Your objective —
The full listing should be reproduced exactly as it appears.

Collected material —
———
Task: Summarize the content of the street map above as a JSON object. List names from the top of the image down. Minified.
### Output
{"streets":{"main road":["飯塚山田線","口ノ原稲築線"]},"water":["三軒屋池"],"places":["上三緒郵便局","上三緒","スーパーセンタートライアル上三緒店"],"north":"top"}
———
Answer to the problem —
Task: Summarize the content of the street map above as a JSON object. List names from the top of the image down. Minified.
### Output
{"streets":{"main road":["飯塚山田線","口ノ原稲築線"]},"water":["三軒屋池"],"places":["上三緒郵便局","上三緒","スーパーセンタートライアル上三緒店"],"north":"top"}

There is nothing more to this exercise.